Walk into just about any used bookstore, and you will likely find a copy of one or both of Pierre Berton’s classic histories of the Canadian Pacific Railway – 1970’s The National Dream, or The Last Spike, which arrived the following year. The story of how the railway linked Canada from sea to sea is one of our country’s founding chapters. Now it is being told once more by Stephen R. Bown in Dominion: The Railway and the Rise of Canada.

He admits a lot has changed since then.

“Over the last half century, a lot has happened in terms of the evolution of ideas in society about what’s important or what stories we need to bring forward or the broader perspective of what was going on in the world at that time,” he said. “And, as well, new sources have come to light which also reveal different aspects of the story, which Berton couldn’t have included in his books because [they] didn’t exist.”

Given those new sources, Bown can’t help but take a more critical tone than Berton.


John Ackermann sits down with Stephen Bown


“The Canadian Pacific Railway was Canada’s first and greatest megaproject,” Bown writes. It was “a political and engineering feat of staggering dimension with over 4,000 km of track, much of it driven through terrain unsuitable for railways.” But it was also an “environmental and social tragedy” that was “good for some, disastrous for others.”

The last time we spoke with Bown, he was promoting his 2020 book The Company: The Rise and Fall of the Hudson’s Bay Empire. Much like The Company, Dominion strives to include a greater diversity of voices and perspectives.

Bown wants the reader to realize just how complex the world was – even back then.

“It was much more diverse than we think it was,” he said. “I want them to have an understanding of the good, the bad, and the ugly of everything that happened so that we can have some kind of shared concept of how our nation was born.”

“It’s a huge story, and I just wanted to be a little more honest [about] understanding how the world was changing at that time and how people were contributing to that change, how they were being impacted by that change, and how they lived their lives within the context of this massive project that defined the country.”

Where traditional railway histories look at politicians, financiers, and engineers, Bown also includes those impacted by the railway, like Indigenous peoples and migrant workers, as well as the environment.

“We live in this land; we have to appreciate all of that world that existed around us at that time and with whom we share the world now,” he said.

Bown also offers a more even-handed view of figures like Canada’s first Prime Minister, John A. Macdonald, whose image has taken a hit in recent years.

“Whether Macdonald was a good man or a bad man is open to debate,” he writes.  “But he certainly was an interesting one.” Elsewhere, Bown observes, “When [Macdonald] dreamed, he dreamed big.”

As a historical biographer, Bown says he tries to appreciate people’s lives within the context of their times.

“Canada is John A.’s creation. You can’t really dispute that,” he said. “It was his idea, his dream.

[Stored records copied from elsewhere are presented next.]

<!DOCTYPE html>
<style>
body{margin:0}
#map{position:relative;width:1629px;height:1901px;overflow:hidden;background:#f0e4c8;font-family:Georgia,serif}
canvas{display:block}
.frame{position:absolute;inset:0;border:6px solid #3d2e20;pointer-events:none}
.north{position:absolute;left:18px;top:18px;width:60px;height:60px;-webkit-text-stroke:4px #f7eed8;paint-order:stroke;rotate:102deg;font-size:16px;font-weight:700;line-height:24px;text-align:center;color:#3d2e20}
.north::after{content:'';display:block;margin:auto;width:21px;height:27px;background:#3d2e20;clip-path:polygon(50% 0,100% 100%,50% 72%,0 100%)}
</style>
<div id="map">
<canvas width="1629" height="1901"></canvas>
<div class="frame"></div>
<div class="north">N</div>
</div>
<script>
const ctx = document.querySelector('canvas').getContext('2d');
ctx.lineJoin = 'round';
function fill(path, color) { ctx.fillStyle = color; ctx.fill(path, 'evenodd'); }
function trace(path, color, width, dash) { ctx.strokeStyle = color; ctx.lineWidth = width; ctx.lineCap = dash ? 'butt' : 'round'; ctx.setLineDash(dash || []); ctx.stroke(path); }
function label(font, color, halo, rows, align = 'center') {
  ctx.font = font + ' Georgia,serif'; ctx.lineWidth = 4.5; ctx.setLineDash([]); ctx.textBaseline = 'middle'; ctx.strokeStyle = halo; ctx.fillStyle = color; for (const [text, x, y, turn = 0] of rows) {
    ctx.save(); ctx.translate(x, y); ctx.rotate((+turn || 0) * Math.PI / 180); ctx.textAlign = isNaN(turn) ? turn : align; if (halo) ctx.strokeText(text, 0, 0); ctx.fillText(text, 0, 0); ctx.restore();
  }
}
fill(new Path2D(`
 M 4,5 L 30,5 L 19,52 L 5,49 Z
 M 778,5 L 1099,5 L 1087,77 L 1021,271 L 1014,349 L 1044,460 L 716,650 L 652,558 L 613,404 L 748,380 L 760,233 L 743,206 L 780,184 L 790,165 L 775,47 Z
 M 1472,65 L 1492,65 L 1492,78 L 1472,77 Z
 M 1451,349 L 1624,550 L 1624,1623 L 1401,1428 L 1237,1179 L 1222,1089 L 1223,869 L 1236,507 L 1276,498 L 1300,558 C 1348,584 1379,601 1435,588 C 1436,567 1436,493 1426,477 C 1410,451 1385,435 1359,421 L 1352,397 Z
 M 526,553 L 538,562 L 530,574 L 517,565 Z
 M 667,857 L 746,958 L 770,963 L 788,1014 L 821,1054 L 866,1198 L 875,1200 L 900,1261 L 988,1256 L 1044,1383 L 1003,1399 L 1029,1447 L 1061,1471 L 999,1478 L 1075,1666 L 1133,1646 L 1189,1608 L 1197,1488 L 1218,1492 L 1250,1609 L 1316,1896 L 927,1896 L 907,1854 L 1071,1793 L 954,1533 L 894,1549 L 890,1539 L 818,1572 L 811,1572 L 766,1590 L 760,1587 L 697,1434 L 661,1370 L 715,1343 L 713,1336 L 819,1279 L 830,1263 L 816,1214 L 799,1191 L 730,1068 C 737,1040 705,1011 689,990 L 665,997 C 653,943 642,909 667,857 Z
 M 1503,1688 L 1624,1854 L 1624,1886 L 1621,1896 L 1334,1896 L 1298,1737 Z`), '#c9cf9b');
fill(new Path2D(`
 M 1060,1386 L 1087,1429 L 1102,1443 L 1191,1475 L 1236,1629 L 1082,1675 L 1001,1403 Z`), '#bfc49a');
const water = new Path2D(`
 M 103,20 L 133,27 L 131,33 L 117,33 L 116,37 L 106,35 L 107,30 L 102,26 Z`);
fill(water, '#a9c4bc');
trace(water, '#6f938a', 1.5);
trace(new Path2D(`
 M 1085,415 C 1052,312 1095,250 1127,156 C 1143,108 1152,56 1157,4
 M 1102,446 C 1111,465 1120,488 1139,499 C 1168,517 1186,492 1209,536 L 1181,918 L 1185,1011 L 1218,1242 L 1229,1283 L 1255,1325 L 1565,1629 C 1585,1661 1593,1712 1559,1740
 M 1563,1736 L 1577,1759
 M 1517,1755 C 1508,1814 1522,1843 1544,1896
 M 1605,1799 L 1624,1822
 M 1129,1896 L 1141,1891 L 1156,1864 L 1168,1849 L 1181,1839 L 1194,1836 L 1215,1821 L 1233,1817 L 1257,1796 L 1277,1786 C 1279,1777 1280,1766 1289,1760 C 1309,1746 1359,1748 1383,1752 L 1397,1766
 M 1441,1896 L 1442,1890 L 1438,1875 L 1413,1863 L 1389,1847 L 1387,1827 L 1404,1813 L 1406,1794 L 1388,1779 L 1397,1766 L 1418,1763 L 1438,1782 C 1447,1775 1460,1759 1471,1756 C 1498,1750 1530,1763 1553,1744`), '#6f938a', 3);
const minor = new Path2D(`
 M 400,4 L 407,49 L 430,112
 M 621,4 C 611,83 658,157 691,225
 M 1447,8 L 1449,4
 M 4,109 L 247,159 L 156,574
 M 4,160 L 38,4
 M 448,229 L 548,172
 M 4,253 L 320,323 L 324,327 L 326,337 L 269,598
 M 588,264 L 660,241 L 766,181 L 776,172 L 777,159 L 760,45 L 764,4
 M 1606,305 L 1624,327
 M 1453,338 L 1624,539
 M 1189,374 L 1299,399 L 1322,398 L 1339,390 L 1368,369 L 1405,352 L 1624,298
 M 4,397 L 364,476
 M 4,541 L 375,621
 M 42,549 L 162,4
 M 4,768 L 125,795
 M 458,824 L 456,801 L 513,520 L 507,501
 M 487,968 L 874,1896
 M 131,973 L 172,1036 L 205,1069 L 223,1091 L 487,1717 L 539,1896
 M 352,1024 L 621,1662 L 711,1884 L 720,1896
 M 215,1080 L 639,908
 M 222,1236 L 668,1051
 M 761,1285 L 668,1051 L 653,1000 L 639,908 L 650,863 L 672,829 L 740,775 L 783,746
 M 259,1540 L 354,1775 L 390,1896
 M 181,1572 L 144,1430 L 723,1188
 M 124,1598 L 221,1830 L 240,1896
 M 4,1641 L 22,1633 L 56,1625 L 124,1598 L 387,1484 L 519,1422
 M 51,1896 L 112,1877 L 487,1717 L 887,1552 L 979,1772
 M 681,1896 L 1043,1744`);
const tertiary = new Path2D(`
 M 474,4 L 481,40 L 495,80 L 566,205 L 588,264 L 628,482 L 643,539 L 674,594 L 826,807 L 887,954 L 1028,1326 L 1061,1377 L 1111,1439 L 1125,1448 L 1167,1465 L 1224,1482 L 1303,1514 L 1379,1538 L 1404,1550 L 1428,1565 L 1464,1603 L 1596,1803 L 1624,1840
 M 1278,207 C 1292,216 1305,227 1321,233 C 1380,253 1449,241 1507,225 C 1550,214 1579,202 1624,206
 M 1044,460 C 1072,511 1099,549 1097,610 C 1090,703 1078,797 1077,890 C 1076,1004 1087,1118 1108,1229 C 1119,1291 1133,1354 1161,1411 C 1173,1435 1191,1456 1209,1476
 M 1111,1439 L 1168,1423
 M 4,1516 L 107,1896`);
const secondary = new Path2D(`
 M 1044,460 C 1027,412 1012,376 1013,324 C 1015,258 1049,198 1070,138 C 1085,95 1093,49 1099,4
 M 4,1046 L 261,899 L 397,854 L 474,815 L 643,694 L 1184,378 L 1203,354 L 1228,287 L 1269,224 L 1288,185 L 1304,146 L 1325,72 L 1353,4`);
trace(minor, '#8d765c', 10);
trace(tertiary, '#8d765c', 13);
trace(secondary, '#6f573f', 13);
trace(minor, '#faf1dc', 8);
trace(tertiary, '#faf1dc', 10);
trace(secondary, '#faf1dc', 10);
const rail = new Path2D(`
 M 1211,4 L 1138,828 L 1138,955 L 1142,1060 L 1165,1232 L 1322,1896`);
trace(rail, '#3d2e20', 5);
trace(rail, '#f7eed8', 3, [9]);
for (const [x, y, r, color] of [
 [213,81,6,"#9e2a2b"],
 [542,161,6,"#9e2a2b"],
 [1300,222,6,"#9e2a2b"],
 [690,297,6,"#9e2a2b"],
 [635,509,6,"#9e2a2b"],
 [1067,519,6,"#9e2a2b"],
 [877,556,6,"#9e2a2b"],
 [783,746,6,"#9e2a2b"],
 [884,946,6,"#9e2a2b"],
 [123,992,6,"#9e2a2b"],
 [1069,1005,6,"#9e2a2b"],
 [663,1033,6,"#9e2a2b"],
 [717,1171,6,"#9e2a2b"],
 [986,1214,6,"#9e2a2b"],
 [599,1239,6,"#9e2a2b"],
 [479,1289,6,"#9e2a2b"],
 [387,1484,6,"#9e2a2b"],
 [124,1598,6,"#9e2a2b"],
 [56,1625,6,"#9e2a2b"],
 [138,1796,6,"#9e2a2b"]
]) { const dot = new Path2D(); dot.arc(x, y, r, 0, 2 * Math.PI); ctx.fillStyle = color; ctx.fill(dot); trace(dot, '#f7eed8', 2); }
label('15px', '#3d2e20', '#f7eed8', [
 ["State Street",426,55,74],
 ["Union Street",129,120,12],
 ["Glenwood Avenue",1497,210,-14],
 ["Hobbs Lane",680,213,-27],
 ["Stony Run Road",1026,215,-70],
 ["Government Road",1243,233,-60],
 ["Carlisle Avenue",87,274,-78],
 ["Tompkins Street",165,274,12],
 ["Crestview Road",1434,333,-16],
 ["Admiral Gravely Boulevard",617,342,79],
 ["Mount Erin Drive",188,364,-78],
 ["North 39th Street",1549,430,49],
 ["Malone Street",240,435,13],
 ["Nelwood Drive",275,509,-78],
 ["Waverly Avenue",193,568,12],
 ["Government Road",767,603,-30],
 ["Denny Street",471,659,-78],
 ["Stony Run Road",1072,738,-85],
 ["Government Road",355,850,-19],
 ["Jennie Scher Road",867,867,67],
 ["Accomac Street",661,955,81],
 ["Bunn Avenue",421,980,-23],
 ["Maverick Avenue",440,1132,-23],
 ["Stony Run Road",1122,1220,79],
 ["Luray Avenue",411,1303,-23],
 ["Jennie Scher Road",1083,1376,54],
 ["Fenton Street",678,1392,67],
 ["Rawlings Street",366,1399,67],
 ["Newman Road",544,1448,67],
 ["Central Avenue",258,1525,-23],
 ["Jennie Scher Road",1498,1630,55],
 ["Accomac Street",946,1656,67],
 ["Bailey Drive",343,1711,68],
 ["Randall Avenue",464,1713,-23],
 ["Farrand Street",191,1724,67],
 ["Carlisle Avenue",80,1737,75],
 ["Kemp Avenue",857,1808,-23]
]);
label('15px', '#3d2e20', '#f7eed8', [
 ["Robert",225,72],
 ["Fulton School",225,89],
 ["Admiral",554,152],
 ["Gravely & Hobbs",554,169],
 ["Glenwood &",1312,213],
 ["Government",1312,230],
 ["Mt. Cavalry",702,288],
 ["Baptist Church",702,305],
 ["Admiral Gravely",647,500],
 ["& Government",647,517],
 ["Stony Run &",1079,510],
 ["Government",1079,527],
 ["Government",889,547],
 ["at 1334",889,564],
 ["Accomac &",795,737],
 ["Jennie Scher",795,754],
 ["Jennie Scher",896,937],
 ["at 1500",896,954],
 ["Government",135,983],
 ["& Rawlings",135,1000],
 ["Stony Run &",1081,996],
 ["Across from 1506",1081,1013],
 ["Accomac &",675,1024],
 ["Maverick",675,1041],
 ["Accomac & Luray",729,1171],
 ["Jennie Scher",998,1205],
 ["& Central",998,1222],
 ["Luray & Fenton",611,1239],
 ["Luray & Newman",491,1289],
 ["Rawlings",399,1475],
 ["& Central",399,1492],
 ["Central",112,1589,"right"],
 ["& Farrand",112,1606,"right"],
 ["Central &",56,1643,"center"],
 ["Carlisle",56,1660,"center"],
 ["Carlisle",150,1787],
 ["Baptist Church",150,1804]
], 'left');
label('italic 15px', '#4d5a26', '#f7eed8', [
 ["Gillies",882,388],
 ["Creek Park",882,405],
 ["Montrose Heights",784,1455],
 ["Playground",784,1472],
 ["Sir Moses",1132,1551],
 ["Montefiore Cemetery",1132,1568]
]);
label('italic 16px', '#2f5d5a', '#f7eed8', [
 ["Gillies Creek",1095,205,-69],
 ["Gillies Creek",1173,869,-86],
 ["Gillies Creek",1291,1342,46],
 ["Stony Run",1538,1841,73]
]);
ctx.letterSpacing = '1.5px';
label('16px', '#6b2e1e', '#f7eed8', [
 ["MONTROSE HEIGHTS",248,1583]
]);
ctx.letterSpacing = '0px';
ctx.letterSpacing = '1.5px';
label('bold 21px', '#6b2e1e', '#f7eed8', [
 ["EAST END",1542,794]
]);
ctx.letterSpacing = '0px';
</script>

The tool that he used to get that dream was the railway. Of course, in achieving that dream, he caused a lot of damage to a lot of people. There’s a dark side to the story, and that’s what has been missing [from] earlier treatments.”

But Bown says it’s also “simplistic and juvenile” to cast him as either a hero or a villain.

“John A. Macdonald doesn’t wear a devil hat, and he doesn’t wear an angel hat. He’s somewhere in between,” he said.

That about sums up Dominion as well. Bown doesn’t celebrate the railway, nor does he condemn it. 

“It did create the country. There wouldn’t be the country of Canada without [it]. So, absolutely. We exist because of that.”

Dominion:  The Railway and the Rise of Canada is published by Doubleday Canada.